▶ **YOUR GOAL**: Wherever the records include pictures, skip them and transcribe all the rest word for word.

▶ **DATA UNDER STUDY**:

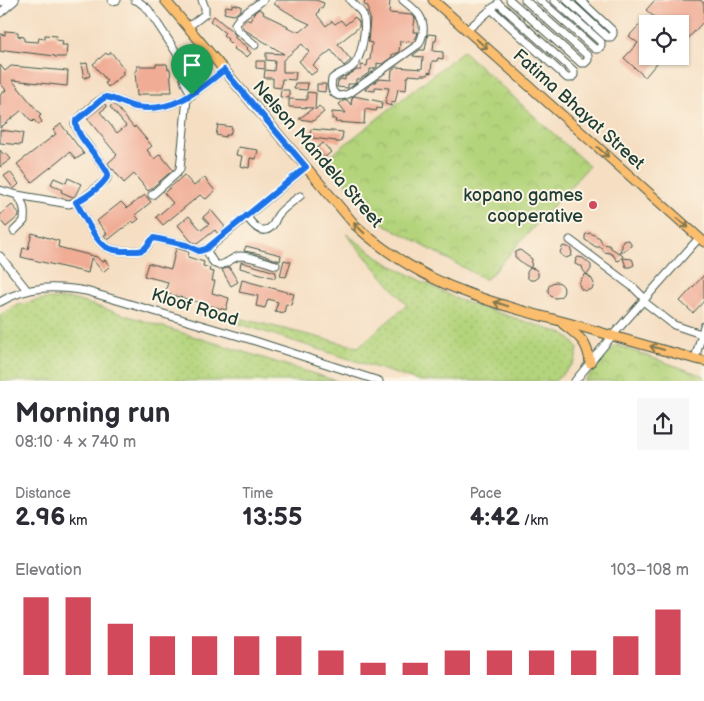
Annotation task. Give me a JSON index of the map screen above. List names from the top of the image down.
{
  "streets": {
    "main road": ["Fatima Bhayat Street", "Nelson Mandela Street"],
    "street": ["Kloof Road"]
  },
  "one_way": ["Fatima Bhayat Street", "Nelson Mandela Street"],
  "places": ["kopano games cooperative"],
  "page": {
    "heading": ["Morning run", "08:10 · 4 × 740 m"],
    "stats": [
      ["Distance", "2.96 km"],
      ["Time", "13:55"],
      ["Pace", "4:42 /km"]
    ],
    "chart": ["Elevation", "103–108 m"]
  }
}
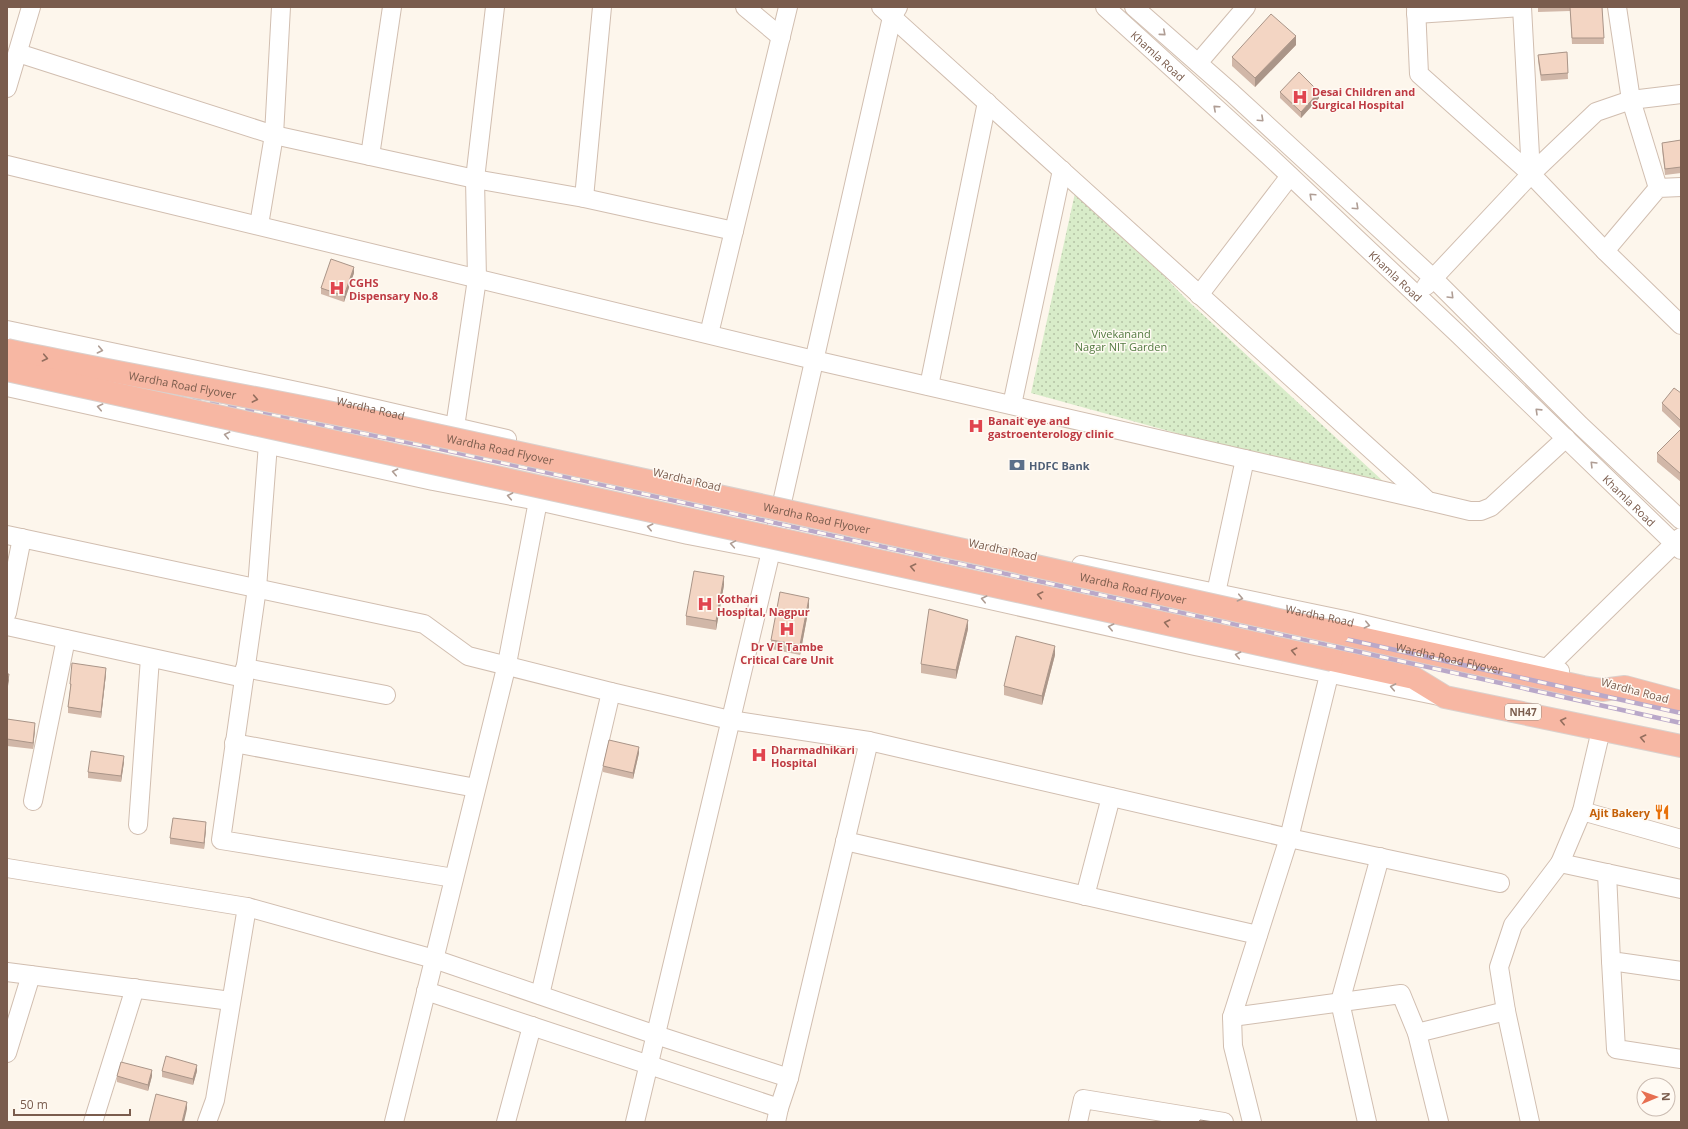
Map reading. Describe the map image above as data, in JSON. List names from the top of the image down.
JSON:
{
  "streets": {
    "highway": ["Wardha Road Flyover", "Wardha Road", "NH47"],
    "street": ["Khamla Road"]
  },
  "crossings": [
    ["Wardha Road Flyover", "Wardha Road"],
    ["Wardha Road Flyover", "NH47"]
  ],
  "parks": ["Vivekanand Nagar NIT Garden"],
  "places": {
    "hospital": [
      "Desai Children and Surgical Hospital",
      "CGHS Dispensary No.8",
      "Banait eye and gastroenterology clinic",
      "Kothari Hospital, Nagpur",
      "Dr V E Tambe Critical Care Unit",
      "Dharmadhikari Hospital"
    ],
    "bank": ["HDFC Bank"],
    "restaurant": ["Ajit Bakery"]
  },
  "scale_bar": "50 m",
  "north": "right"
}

▶ **SOLUTION TO THE PROBLEM**:
Annotation task. Give me a JSON index of the map screen above. List names from the top of the image down.
{
  "streets": {
    "main road": ["Fatima Bhayat Street", "Nelson Mandela Street"],
    "street": ["Kloof Road"]
  },
  "one_way": ["Fatima Bhayat Street", "Nelson Mandela Street"],
  "places": ["kopano games cooperative"],
  "page": {
    "heading": ["Morning run", "08:10 · 4 × 740 m"],
    "stats": [
      ["Distance", "2.96 km"],
      ["Time", "13:55"],
      ["Pace", "4:42 /km"]
    ],
    "chart": ["Elevation", "103–108 m"]
  }
}
Map reading. Describe the map image above as data, in JSON. List names from the top of the image down.
JSON:
{
  "streets": {
    "highway": ["Wardha Road Flyover", "Wardha Road", "NH47"],
    "street": ["Khamla Road"]
  },
  "crossings": [
    ["Wardha Road Flyover", "Wardha Road"],
    ["Wardha Road Flyover", "NH47"]
  ],
  "parks": ["Vivekanand Nagar NIT Garden"],
  "places": {
    "hospital": [
      "Desai Children and Surgical Hospital",
      "CGHS Dispensary No.8",
      "Banait eye and gastroenterology clinic",
      "Kothari Hospital, Nagpur",
      "Dr V E Tambe Critical Care Unit",
      "Dharmadhikari Hospital"
    ],
    "bank": ["HDFC Bank"],
    "restaurant": ["Ajit Bakery"]
  },
  "scale_bar": "50 m",
  "north": "right"
}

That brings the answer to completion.